Report how many lines in the records that follow have the word "absolute" in them, giving the number and nothing more.

"""

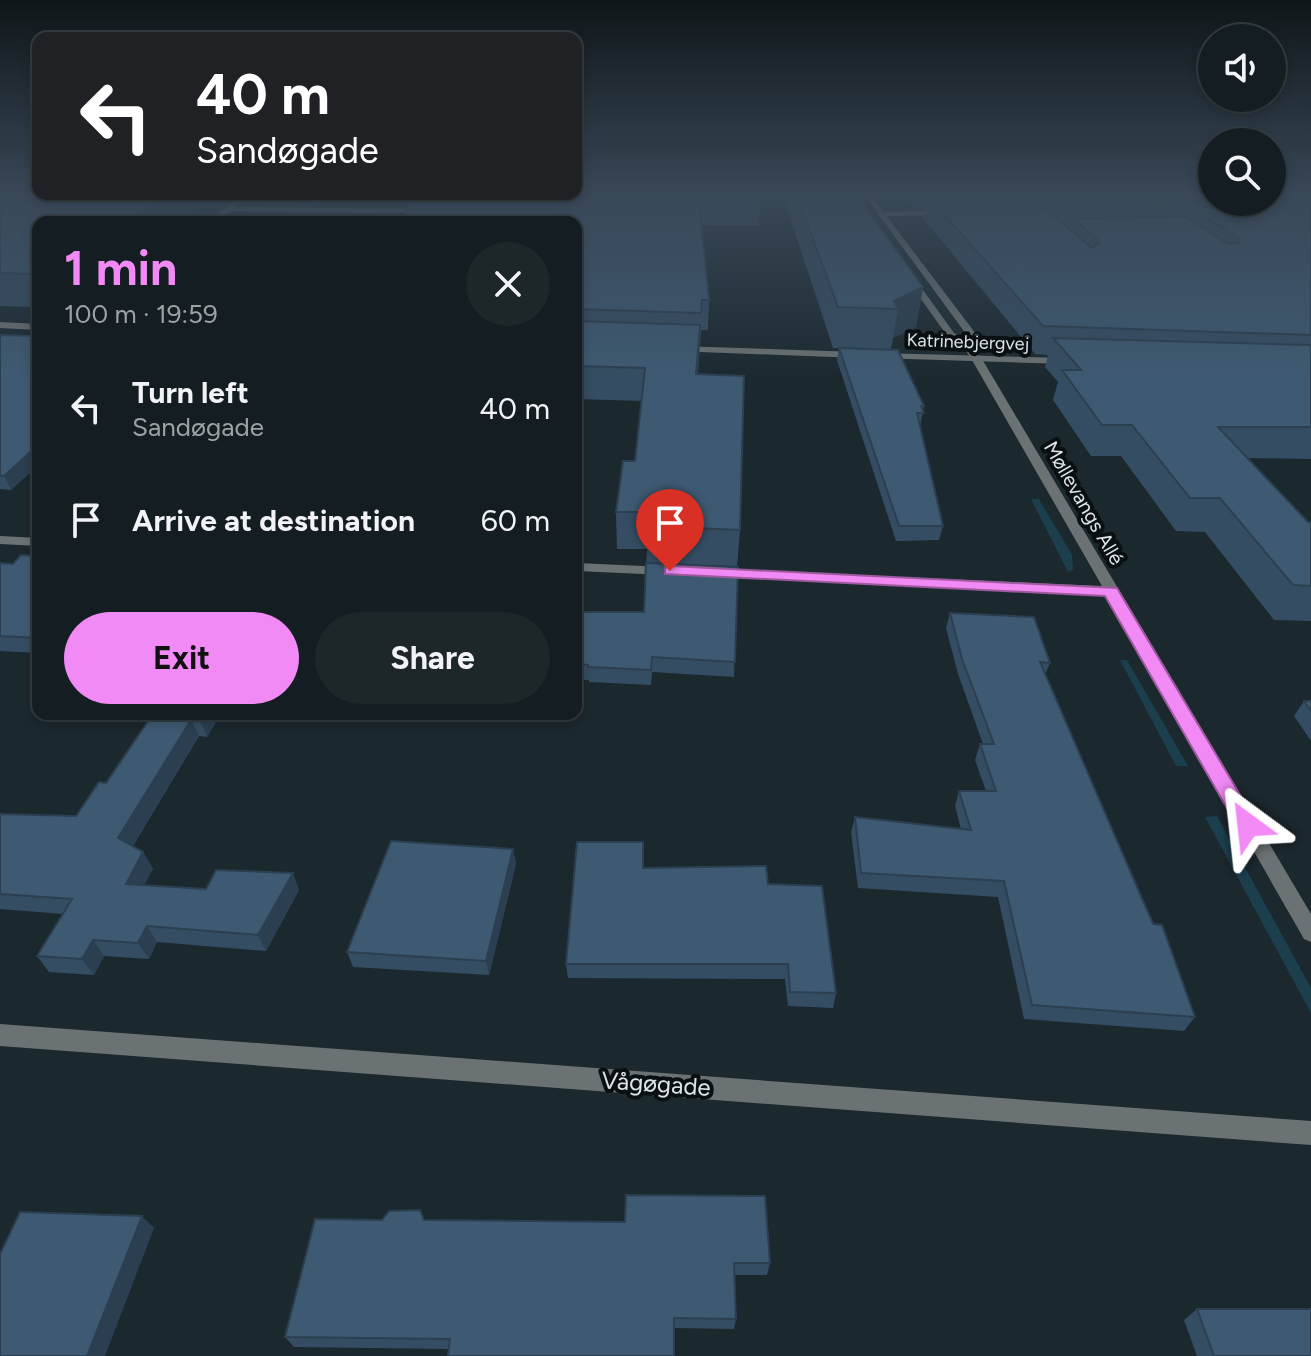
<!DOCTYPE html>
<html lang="en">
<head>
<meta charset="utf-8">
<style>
	:root { --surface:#141e22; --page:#1d272a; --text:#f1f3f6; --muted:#9da2a5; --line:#333c40; --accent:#f18af4 }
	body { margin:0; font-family:Figtree,sans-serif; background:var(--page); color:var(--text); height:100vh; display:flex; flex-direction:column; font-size:30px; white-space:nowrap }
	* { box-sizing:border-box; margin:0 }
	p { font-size:26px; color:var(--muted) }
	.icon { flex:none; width:44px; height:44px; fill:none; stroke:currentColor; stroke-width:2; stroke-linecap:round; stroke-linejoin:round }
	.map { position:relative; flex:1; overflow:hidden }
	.side { position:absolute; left:32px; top:216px; width:550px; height:504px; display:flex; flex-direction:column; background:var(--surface); border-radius:16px; box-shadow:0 4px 12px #0003,0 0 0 2px var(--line) }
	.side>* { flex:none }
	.top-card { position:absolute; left:32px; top:32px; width:550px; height:168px; border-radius:16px; box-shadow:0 4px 12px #0003,0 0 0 2px var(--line); background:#202124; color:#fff; overflow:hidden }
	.tools { position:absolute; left:1198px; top:24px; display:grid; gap:16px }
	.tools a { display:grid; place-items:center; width:88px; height:88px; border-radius:50%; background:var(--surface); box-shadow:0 4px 12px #0003,0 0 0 2px var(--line); font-size:40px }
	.pin { position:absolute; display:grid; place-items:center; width:68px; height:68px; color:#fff; margin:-82px -34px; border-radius:50% 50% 50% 0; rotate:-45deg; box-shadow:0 0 8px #0007 }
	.pin .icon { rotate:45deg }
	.me { position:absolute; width:88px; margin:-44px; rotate:330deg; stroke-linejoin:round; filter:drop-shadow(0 0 6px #0008) }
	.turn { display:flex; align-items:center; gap:28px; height:168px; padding:0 32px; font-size:36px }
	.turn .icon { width:104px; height:104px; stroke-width:2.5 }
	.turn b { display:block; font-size:56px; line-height:68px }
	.round { display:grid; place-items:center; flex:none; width:84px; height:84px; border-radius:42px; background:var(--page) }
	.summary { display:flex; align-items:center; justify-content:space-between; height:136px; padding:0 32px }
	h1 { font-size:48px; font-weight:700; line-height:60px; color:var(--accent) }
	.cta { display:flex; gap:16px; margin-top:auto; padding:16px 32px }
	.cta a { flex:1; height:92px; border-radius:48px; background:var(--accent); color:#111; font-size:32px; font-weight:700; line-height:92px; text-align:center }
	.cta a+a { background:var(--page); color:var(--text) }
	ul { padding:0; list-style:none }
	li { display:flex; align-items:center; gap:24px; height:112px; padding:0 32px }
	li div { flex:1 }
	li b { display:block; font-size:30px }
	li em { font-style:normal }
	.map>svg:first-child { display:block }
</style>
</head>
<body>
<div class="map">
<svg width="1311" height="1356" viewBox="0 0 1311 1356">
	<rect width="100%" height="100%" fill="#1b282e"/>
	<g fill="#1c3f4d">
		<polygon points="1031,499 1039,499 1072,555 1073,570 1068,572"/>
		<polygon points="1120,660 1127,660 1188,766 1176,766"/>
		<polygon points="1217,816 1311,988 1311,1013 1205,817"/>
	</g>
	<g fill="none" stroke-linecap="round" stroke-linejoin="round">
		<g fill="#6b7273" fill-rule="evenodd">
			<polygon points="228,207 426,209 430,211 426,213 225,211"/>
			<polygon points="943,211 946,215 881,216 877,214 881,212"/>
		</g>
		<g fill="#6b7273" fill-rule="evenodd">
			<polygon points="863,193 869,193 976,334 970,343 982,359 1311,914 1311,942 1304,939 1107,595 717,577 710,573 717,569 1102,586 972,360 962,345 948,337 906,278 907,276 913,276 954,333 963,338 966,334"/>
			<polygon points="242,194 249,194 218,222 209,222"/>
			<polygon points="0,536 38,538 38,546 0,544"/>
			<polygon points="576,563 666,567 673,571 666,575 576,571"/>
			<polygon points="0,1024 1311,1121 1311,1145 0,1046"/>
		</g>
		<g fill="#6b7273" fill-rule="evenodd">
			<polygon points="0,322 38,324 38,330 0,328"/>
			<polygon points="678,346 858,352 863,355 858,358 675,351 675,347"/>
			<polygon points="881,353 1066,358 1071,361 1066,364 877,358 877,354"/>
		</g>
	</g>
	<g fill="#354d62">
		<polygon points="0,193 38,194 238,194 222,207 199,206 38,222 38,307 0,306"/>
		<polygon points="782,193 855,193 923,287 916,327 893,338 891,349 924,406 920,426 943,526 939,540 896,541 837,360 839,348 833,348"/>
		<polygon points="902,193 1311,193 1311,459 1248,458 1308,522 1311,522 1311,621 1274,620 1205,532 1176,531 1121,456 1091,456 1053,400 1058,382 1045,367 1048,355 1035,354 923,218 925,208 915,209"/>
		<polygon points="239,194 329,194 319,205 242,204"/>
		<polygon points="417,194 576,194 761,200 759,226 701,225 709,300 708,330 701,330 698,374 740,530 737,567 734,677 652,672 651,685 589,682 589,680 576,680 576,612 644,612 647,549 617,549 616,512 635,461 642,401 576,399 576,222"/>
		<polygon points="0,335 38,336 38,465 11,490 0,489"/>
		<polygon points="38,556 38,653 0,651 0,563 13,564"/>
		<polygon points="950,613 1050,663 1045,675 1195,1017 1184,1031 1024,1019 998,897 858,888 851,832 855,817 961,829 955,806 959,791 986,791 975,760 980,744 983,744 958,674 946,628"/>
		<polygon points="1304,701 1311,701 1311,741 1294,716"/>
		<polygon points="153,714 221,714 207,737 199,736 133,846 143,852 153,869 144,885 206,889 299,890 266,951 157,942 149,959 104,956 94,975 49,972 37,956 63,914 0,909 0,814 76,816 106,783"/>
		<polygon points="513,849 516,864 489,975 353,967 347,952"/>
		<polygon points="643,868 768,884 836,993 833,1008 788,1006 785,979 568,978 566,964"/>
		<polygon points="424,1220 770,1263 767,1275 734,1275 736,1319 734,1329 674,1328 449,1349 294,1347 285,1337"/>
		<polygon points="1197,1309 1311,1356 1197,1356 1184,1320"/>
	</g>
	<g fill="#2b3f50">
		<polygon points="168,194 195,194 199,206 179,222 129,222"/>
		<polygon points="218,194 238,194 222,207"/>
		<polygon points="317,194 329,194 319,205"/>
		<polygon points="923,287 916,327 893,338 898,309 894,301"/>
		<polygon points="700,325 699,356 695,407 696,374"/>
		<polygon points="38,445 38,465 11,490 4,476"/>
		<polygon points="204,714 221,714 207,737 200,720"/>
		<polygon points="191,720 199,736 128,854 118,838"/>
		<polygon points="513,849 516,864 489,975 486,961"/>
		<polygon points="143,852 153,869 136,900 126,884"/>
		<polygon points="293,873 299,890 266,951 258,935"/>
		<polygon points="147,926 157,942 149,959 138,943"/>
		<polygon points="93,940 104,956 94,975 82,959"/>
		<polygon points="142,1216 154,1228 105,1356 87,1356"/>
	</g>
	<g fill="#3e5a72" stroke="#2b3f50" stroke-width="2">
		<polygon points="0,193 94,194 98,196 109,196 109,194 168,194 129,222 38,222 38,274 0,273"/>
		<polygon points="576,193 761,193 761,200 699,200 709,300 702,300 701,313 576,309 576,222 397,222 417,194 519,194 520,199 531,198 532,194 576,194"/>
		<polygon points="796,193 855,193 923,287 894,301 898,309 838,307"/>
		<polygon points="1044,193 1212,193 1212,202 1272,202 1272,193 1303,193 1311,194 1311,335 1043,326 927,195 1028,194 1092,248 1099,243 1098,240 1074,219 1185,216 1228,244 1238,243 1238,237 1188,206 1064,209"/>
		<polygon points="576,321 700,325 696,374 744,376 740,530 647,526 647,512 616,512 623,461 635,461 645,368 576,366"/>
		<polygon points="0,335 38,336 38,445 4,476 0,476"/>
		<polygon points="1053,338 1311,345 1311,427 1218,427 1308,522 1311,522 1311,586 1293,585 1220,498 1190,498 1132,425 1102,425 1062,370 1081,370"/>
		<polygon points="839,348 898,350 924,406 921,406 924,413 917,413 943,526 899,526"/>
		<polygon points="21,555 38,556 38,638 0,636 0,563 13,564"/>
		<polygon points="646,563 738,567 735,662 652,657 651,670 588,667 588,665 576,664 576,612 644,612"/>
		<polygon points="950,613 1034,617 1050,663 1040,662 1153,924 1162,925 1195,1017 1032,1005 1004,881 861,873 855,817 971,830 959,791 996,791 980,744 994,744 962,659"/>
		<polygon points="1304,701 1311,701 1311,711"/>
		<polygon points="153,714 204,714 200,720 191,720 118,838 143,852 126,884 206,889 216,870 293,873 258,935 147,926 138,943 93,940 82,959 37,956 72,899 0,894 0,814 76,816 99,782 106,783"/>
		<polygon points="391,841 513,849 486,961 347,952"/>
		<polygon points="577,842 643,842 643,868 766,866 768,884 822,886 836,993 790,992 788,964 566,964"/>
		<polygon points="626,1195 765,1196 770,1263 734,1263 736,1319 674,1318 674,1356 448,1356 450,1339 285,1337 315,1219 382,1220 389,1211 420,1210 424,1220 625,1222"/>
		<polygon points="20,1212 142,1216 87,1356 0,1356 0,1254"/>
		<polygon points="1197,1309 1311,1309 1311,1356 1214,1356"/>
	</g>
	<linearGradient id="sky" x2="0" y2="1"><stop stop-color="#0f1619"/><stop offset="0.51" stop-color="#394857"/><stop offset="1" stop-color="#394857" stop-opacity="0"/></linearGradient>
	<rect width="1311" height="382" fill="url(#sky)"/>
	<polygon fill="#f18af4" stroke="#9d5a9f" stroke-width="2" points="670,566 1117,588 1258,825 1255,831 1248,834 1240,831 1105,596 665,574 665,568"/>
	<g text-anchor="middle" stroke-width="8" stroke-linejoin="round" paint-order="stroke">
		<g font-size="18" fill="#dde5e9" stroke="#0a1012">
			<text transform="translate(968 342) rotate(2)" y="6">Katrinebjergvej</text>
		</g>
		<g font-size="20" fill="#dde5e9" stroke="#0a1012">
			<text transform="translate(1084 503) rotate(60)" y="7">Møllevangs Allé</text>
		</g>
		<g font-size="24" fill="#dde5e9" stroke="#0a1012">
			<text transform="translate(656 1084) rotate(4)" y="8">Vågøgade</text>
		</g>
	</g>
</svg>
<div class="tools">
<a><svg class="icon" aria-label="sound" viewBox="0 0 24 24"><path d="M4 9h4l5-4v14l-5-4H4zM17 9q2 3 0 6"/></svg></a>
<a><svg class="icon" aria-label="search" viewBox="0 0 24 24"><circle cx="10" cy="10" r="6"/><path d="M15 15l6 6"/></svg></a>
</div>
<div class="pin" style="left:670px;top:571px;background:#d93025"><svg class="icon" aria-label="arrive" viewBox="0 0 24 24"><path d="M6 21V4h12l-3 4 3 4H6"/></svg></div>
<svg class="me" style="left:1248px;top:825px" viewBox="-20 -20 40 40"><path d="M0-17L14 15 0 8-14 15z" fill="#f18af4" stroke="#fff" stroke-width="4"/></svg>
<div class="top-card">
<div class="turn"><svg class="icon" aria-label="left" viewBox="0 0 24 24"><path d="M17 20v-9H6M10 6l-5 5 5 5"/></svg><div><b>40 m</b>Sandøgade</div></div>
</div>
<section class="side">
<div class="summary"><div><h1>1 min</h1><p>100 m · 19:59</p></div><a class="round"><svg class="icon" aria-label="close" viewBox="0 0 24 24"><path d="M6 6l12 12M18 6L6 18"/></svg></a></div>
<ul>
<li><svg class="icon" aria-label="left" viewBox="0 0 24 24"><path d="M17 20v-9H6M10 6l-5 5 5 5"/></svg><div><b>Turn left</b><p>Sandøgade</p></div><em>40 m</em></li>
<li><svg class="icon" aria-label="arrive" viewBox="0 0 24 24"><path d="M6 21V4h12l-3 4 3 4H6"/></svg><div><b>Arrive at destination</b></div><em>60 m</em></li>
</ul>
<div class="cta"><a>Exit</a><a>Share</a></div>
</section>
</div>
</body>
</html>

"""

** Exercise response **
5